You know why? Because the Church can't handle messy, searching, questioning people. The Church is threatened by doubters and question askers and intelligently searching people. And I think we're threatened because we just might not have asked that question and the foundation of our own faith may be rocked and split in half from the foundation if we do. So what do we do with doubters? We tell them to doubt outside the Church! We tell them to search elsewhere. And when young people asking questions get shut down, "elsewhere" is exactly where they go.

So here's what I say. Let people be messy in the Church. Allow people who've never felt ok cussing to cuss a little, let people figure out how far the purity line is. Let people drink. Let people mess up. Let people fail. Let people explore, question, search, and be messy, and let them do it in the Church!

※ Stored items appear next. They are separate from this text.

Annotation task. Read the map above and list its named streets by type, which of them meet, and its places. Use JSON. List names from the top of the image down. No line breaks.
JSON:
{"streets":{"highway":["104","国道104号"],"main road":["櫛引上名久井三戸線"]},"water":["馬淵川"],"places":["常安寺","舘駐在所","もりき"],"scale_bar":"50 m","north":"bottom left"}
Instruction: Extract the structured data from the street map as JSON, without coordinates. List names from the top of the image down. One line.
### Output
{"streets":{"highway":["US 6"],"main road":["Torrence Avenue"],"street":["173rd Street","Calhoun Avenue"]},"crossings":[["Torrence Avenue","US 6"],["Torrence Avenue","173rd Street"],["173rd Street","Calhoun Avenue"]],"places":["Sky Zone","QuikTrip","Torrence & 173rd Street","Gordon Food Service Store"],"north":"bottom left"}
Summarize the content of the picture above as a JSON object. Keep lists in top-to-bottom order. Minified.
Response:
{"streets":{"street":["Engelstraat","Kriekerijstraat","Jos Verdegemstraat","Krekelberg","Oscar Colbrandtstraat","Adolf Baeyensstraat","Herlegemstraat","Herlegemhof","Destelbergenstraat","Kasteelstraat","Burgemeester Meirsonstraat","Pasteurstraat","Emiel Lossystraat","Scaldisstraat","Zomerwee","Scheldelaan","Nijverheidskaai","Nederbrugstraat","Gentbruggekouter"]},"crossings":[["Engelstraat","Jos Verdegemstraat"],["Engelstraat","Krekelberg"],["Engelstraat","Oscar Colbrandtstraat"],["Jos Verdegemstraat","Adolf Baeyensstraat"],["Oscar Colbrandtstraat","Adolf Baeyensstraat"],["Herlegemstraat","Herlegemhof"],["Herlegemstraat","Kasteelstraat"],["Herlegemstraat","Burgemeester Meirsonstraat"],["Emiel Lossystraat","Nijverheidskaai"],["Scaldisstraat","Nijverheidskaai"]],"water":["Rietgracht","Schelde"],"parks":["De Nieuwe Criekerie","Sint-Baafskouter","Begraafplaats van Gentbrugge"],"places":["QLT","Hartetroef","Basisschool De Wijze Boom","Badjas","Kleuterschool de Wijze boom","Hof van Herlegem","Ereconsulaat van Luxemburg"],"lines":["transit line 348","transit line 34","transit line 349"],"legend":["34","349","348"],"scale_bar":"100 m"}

The Christian life is not about keeping sin out of Christians. When we focus on getting rid of sin, we ultimately focus on getting rid of sinners. And unfortunately we unknowingly send the message, "Don't come back til you're done asking your questions. You can come back when you don't challenge the status quo."

This is exactly why our churches are filled with people who are dull and boring because they are people that never felt inwardly strong enough to ask the hard questions about God and life. If we want alive people, we need to be a Church that invites people who push the line. We need to be ready to pastor people on the edge of failure and unbelief. If we don't, we will not have sin in the Church, but we will also not have many people. So pastors, if you want alive Christians, then pastor the people who make life challenging. Pastor people who with hands in your face are screaming, "Don't come any closer," because underneath is a heart that says, "I'm so afraid to be loved." Pastor this.